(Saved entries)
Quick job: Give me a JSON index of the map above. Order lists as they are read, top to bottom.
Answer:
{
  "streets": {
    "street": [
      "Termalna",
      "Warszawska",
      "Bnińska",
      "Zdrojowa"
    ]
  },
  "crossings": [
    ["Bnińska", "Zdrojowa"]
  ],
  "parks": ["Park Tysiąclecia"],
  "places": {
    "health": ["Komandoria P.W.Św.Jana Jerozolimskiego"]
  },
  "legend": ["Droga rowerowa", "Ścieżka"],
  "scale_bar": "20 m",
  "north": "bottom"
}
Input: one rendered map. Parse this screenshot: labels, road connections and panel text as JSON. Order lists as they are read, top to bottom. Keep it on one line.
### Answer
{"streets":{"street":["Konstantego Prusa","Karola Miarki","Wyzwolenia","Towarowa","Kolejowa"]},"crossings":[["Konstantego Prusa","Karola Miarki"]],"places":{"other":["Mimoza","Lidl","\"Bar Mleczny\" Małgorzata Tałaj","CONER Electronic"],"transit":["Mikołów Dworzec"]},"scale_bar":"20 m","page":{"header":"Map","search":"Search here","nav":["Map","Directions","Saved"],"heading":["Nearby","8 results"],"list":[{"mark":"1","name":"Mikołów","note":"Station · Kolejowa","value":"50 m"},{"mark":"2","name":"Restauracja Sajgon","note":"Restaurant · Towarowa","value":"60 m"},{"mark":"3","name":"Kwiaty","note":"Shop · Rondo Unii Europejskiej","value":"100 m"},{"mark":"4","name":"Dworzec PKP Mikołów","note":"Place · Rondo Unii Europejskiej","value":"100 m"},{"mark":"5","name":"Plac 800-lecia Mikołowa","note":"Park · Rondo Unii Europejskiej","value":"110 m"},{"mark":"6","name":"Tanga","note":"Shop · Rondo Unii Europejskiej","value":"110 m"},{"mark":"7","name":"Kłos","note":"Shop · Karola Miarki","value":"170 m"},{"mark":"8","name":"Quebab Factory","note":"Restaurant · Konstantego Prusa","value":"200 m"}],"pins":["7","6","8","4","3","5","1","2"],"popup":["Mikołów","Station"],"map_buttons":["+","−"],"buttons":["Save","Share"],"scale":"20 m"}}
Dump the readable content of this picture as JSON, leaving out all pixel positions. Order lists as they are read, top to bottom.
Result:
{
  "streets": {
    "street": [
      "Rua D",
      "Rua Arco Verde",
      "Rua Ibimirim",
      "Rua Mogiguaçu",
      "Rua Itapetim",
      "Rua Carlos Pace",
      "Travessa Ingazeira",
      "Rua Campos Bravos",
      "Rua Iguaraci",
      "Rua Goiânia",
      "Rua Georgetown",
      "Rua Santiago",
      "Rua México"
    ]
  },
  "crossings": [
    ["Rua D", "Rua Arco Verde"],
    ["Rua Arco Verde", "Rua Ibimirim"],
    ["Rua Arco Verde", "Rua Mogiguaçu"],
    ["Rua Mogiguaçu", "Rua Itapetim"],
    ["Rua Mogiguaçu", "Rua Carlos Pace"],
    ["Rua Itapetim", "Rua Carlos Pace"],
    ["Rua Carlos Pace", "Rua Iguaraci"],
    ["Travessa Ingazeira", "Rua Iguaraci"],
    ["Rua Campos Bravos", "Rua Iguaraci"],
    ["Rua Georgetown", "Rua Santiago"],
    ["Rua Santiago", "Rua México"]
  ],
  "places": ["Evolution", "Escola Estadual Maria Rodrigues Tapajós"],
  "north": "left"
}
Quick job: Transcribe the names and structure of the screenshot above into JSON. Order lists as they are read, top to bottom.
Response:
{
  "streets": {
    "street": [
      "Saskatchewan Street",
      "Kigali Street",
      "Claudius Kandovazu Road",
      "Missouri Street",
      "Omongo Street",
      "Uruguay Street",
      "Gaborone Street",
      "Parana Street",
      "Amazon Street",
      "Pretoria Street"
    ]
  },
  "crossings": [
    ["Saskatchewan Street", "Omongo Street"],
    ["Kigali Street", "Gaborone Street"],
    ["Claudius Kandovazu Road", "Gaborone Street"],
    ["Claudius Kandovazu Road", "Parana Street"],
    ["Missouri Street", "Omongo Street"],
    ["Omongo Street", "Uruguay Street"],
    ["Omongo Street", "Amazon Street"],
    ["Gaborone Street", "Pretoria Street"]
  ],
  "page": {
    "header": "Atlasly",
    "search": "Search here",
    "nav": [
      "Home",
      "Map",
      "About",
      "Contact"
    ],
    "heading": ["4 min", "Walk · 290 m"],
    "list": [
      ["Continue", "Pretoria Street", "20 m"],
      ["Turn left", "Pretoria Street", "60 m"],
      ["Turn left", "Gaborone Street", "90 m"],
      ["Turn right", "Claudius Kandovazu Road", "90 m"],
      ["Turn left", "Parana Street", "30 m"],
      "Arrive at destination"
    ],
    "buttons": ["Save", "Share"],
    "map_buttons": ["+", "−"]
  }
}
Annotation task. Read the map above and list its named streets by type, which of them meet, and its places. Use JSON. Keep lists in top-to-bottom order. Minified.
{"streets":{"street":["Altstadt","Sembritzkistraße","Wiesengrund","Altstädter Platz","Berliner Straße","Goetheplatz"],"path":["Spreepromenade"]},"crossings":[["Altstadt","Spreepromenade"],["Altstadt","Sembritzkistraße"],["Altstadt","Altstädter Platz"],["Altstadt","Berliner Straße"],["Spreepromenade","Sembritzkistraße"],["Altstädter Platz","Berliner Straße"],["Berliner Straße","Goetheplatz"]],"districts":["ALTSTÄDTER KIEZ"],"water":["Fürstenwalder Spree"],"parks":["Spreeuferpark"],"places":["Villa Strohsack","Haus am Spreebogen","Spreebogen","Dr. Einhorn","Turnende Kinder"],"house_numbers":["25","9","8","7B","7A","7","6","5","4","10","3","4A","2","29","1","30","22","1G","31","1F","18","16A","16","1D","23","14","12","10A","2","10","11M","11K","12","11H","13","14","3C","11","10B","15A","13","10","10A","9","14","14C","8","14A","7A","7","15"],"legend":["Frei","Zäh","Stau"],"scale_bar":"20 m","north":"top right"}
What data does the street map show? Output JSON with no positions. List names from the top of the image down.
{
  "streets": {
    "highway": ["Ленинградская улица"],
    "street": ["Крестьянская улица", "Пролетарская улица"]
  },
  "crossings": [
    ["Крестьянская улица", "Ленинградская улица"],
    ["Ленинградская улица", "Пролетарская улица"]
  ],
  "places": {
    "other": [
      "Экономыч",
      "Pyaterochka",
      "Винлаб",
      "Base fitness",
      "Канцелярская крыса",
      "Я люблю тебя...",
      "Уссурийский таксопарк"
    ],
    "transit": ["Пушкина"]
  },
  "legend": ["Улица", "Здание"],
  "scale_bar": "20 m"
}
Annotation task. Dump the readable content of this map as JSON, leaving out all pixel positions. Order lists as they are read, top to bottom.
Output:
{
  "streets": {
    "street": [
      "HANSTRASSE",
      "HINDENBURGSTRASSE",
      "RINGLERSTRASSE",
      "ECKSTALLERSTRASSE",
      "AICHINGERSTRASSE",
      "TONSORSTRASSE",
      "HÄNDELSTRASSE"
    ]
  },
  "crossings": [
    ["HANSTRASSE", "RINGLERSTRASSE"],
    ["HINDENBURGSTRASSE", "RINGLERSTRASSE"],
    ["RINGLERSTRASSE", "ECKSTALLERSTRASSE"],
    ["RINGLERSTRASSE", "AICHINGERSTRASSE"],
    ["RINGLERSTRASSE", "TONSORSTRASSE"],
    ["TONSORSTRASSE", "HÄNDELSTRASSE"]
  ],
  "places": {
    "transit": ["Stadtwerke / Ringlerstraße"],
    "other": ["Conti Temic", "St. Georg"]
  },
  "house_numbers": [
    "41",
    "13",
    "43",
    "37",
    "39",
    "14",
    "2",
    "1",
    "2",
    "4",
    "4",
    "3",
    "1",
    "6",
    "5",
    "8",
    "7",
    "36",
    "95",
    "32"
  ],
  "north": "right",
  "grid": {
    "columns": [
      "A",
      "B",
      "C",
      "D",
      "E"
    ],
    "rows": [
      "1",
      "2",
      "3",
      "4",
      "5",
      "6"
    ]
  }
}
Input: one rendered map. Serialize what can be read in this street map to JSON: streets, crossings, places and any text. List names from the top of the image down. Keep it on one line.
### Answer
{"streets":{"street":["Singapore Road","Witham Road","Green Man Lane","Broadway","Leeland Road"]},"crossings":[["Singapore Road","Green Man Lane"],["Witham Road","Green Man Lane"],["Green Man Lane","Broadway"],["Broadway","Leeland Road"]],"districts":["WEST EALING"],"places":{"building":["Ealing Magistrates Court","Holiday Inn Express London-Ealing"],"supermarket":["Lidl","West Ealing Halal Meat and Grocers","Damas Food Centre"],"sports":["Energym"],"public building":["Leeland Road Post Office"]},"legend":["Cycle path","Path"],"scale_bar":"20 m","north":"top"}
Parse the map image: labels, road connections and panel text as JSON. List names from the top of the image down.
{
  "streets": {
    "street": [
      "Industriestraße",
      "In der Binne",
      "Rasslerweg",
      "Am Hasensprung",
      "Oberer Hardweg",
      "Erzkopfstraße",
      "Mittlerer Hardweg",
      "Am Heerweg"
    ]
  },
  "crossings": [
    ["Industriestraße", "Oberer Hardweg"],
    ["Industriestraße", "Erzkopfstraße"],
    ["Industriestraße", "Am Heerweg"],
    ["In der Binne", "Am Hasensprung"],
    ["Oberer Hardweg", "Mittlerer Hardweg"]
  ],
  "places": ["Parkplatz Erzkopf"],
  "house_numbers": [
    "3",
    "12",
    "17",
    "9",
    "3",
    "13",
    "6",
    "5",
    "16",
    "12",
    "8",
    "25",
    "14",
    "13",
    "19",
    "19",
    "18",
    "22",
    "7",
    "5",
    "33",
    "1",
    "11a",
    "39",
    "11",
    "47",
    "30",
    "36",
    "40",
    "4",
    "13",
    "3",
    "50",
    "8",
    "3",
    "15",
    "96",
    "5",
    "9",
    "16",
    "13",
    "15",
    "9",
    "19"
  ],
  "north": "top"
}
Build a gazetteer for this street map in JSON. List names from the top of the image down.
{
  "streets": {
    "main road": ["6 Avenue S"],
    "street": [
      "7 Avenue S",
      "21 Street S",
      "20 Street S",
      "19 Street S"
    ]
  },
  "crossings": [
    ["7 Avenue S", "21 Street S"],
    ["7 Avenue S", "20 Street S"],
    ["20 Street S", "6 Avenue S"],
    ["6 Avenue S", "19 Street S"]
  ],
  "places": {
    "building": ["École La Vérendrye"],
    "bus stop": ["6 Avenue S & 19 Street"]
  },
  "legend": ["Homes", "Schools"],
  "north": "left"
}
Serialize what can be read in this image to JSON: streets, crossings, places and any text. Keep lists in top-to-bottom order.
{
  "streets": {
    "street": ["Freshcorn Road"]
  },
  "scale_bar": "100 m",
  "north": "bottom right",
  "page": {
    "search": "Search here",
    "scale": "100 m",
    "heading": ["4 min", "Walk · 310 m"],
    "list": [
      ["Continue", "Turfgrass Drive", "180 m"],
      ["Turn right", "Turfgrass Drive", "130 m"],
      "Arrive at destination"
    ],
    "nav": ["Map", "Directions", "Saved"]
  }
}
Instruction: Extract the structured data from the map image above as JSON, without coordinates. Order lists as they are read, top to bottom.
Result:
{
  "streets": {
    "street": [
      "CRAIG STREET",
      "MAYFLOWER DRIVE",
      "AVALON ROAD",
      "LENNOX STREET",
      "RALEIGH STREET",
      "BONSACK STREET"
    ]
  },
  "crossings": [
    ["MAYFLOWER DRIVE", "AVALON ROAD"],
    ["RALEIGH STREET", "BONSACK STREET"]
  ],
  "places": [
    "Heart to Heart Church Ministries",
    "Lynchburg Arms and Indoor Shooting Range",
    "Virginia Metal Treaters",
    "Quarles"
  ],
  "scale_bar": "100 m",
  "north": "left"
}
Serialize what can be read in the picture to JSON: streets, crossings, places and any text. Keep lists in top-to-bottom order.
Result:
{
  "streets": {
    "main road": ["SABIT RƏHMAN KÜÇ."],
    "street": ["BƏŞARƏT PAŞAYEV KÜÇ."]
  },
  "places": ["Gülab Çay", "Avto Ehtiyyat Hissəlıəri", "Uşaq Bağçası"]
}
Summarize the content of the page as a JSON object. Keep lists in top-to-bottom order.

[GOAL OF THE EXERCISE] Set down the lines of the records exactly, from the first one through the line containing "Input: one rendered map. Parse", and add nothing else.

[SOLUTION]
Quick job: Give me a JSON index of the map above. Order lists as they are read, top to bottom.
Answer:
{
  "streets": {
    "street": [
      "Termalna",
      "Warszawska",
      "Bnińska",
      "Zdrojowa"
    ]
  },
  "crossings": [
    ["Bnińska", "Zdrojowa"]
  ],
  "parks": ["Park Tysiąclecia"],
  "places": {
    "health": ["Komandoria P.W.Św.Jana Jerozolimskiego"]
  },
  "legend": ["Droga rowerowa", "Ścieżka"],
  "scale_bar": "20 m",
  "north": "bottom"
}
Input: one rendered map. Parse this screenshot: labels, road connections and panel text as JSON. Order lists as they are read, top to bottom. Keep it on one line.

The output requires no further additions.